Any issues with multiple limb rendering slow down will be when you have separate meshes in 1 object. DBP will probably swap textures, render limbs separately and various other things. None of us really know how it works behind the scene, but for your giant creature, if he has 1 mesh with 100 joints, it probably won't cause DBP any slow down that it wouldn't cause another engine. I've never seen a 100 joint model in any professional game though, and there's probably a reason why .... it'd be really slow! You've got to be realistic with your crazy inventions!
In Carnage, the animation is quite ropey. I don't used Enhanced Animations, because that demo was put together very quickly. The animation is one of the weakest points of the demo, so don't use it as an example of what DBP is capable of. With Enhanced Animations, you can do much better, and that's what I'll be using for the full game.

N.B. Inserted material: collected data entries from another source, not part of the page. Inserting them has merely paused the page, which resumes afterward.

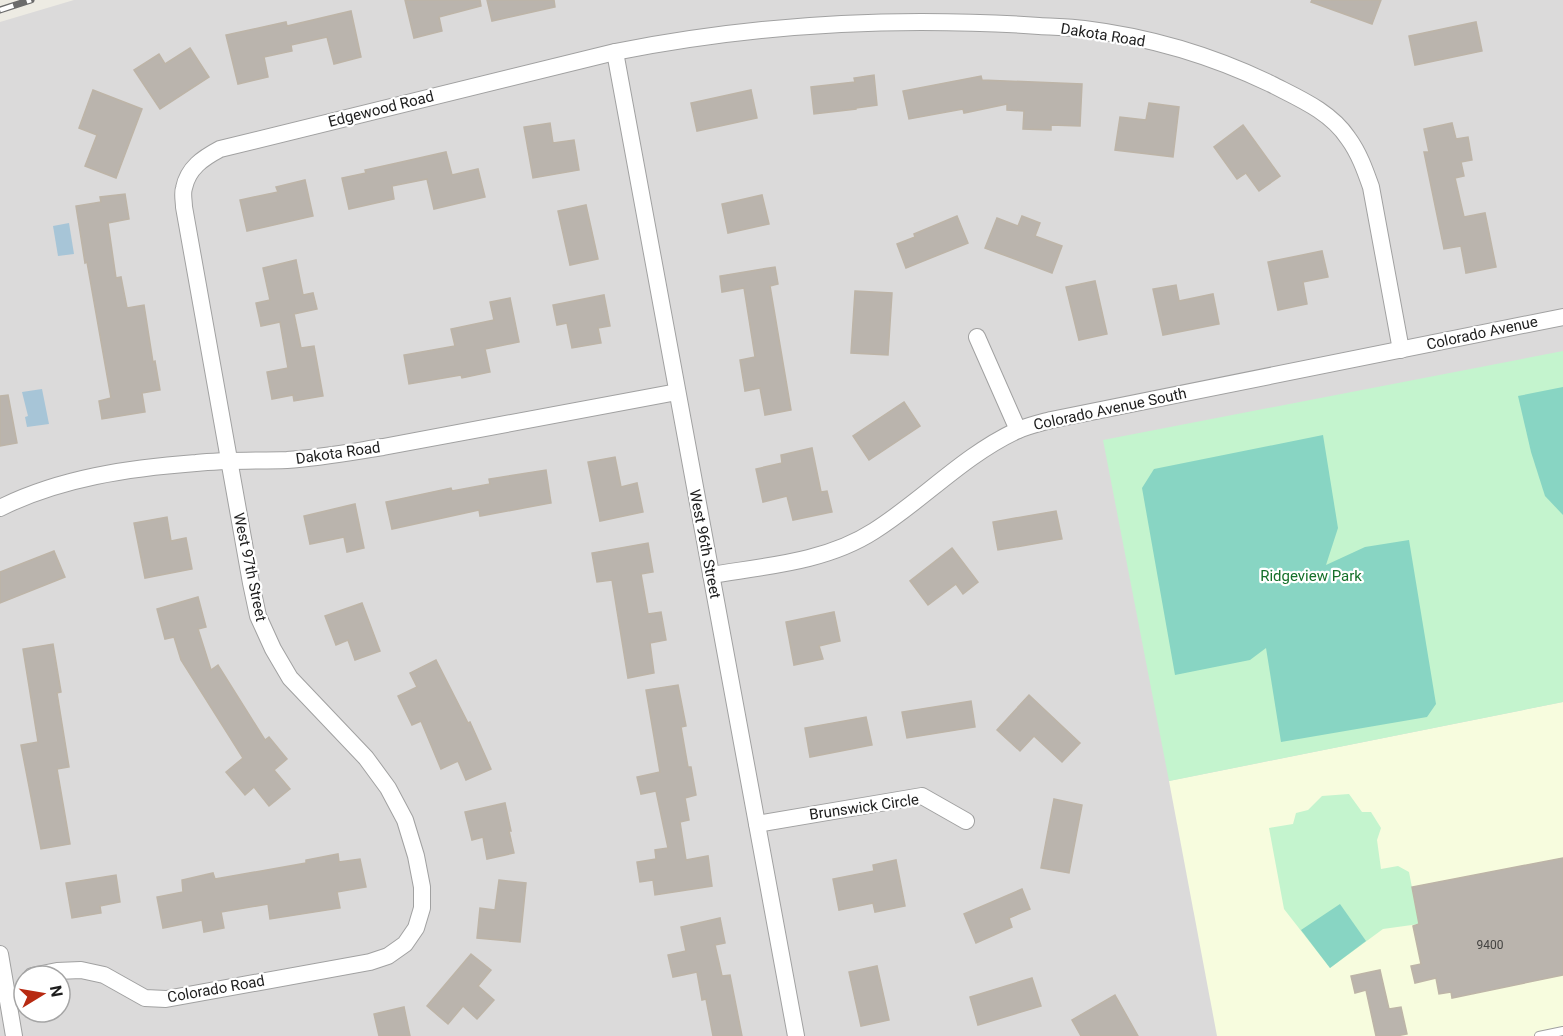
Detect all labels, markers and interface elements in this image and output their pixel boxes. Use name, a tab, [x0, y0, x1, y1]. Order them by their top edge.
street label: Dakota Road	[1059, 19, 1147, 51]
street label: Edgewood Road	[326, 87, 436, 131]
street label: Colorado Avenue	[1425, 312, 1539, 354]
street label: Colorado Avenue South	[1032, 384, 1188, 434]
street label: Dakota Road	[294, 438, 382, 468]
street label: West 96th Street	[686, 488, 724, 600]
street label: West 97th Street	[230, 511, 270, 623]
park label: Ridgeview Park	[1260, 567, 1362, 585]
street label: Brunswick Circle	[808, 790, 920, 824]
house number: 9400	[1477, 938, 1504, 952]
north arrow	[12, 964, 72, 1024]
street label: Colorado Road	[166, 972, 266, 1006]
text: N	[46, 984, 67, 999]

As for the top down camera, that may change in the full version, but as indi game devs, we have to accept the fact we will never compete with the AAA games. We can't possibly produce their quality and quantity of media, and my feeling is that you have to find a niche if you want to stand out. Since there are countless gorgeous looking third person games, it'd be very hard to compete with them. By making Carnage more top down, I add to it's uniqueness and help it to stand out. I would never make an FPS game, for example, because it'll always be compared to AAA FPS titles, and never be successful. By pushing the top down vantage point, among other things, I can at least try and stand out a little more.

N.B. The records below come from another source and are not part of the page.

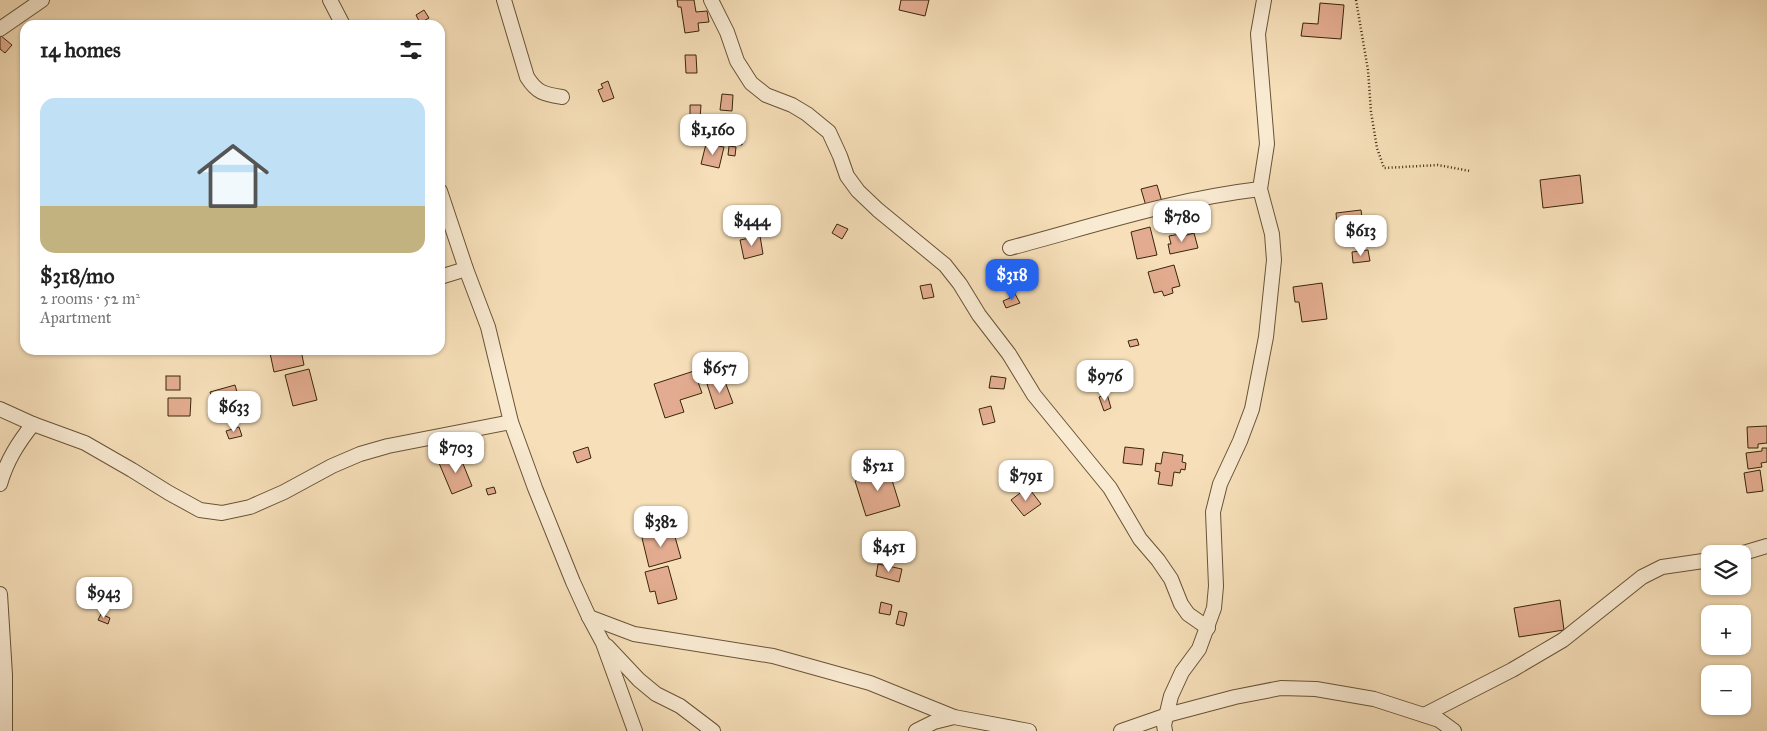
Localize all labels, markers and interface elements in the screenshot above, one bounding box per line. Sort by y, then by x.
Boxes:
icon: filters [397,36,425,64]
text: 14 homes [40,37,121,63]
pin: $1,160 [672,114,754,156]
text: $1,160 [691,120,735,139]
icon: home [188,131,278,221]
pin: $780 [1152,200,1212,243]
pin: $444 [722,204,782,247]
text: $780 [1164,207,1200,226]
text: $444 [734,211,770,230]
pin: $613 [1331,214,1391,257]
text: $613 [1346,221,1376,240]
pin: $318 [982,258,1042,301]
text: $318/mo [40,263,114,289]
text: $318 [997,265,1027,284]
text: 2 rooms · 52 m² [40,289,140,308]
text: Apartment [40,308,112,327]
pin: $657 [690,352,750,394]
text: $657 [703,358,737,377]
pin: $976 [1075,360,1135,402]
text: $976 [1088,366,1122,385]
pin: $633 [204,390,264,433]
text: $633 [219,397,249,416]
pin: $703 [426,432,486,474]
text: $703 [439,438,473,457]
pin: $521 [848,450,908,492]
text: $521 [862,456,894,475]
pin: $791 [996,460,1056,502]
text: $791 [1010,466,1042,485]
pin: $382 [631,506,691,548]
text: $382 [645,512,677,531]
pin: $451 [859,530,919,573]
text: $451 [873,537,905,556]
map controls [1701,545,1751,715]
button: layers [1701,545,1751,595]
pin: $943 [74,576,134,619]
text: $943 [87,583,121,602]
button: + [1701,605,1751,655]
button: − [1701,665,1751,715]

With regard to the plug-ins you mentioned, I have used very few of them. My thoughts are plug-ins generally allow you to implement a technical concept very quickly and easily, but ultimately do it more slowly than you could do it yourself, because they have to do it in a generic way that works for every scenario. Either that, or they are limited in functionality and you find yourself having to code additional content anyway to achieve the result you need. I only buy/use plugins that offer me something I can't code myself.
So the plug-ins I've used are:
EZ Rotate (Essential for complex 3D rotation calculations that are beyond my maths ability/patience)
Enhanced Animations (Essential for complex animation scenarios and blending, and I couldn't write this plug-in better myself, so why try?)
Sparky's Collision DLL (This is an old freebie, and still widely used, for simple but fast collision which is way better than the built in DBP collision commands, and another area of maths I'm not great at)
As for Dark Physics, I've used that a few times, but never rigorously. I made some quite cool things with it. I started making a hover racing game years ago when it was release. I remember that being quite easy to make, as I just used a series of rolling cylinders. The cars was more driving than hovering, but it was quite fun to control ...
I also used it in a zombie game I don't have a video of, for hinged doors and general sliding collision and character controllers. It worked well, and the doors could be kicked off their hinges. But I remember I wasn't able to get Rag Dolls to work correctly back then (joint limitations didn't work properly). I personally would require that from any physics engine I used now. I will probably look at other physics engine when I start on the full version of Carnage in DGDK.
Woah ... this is a mammoth reply. But anyway, yes, you could make an FPS game without using any of those plug-ins. It's all down to your own abilities as a coder, and specifically with the complex algorithms and maths involved in things like AI, collision and physics.
Hope my massive rant helps somewhat!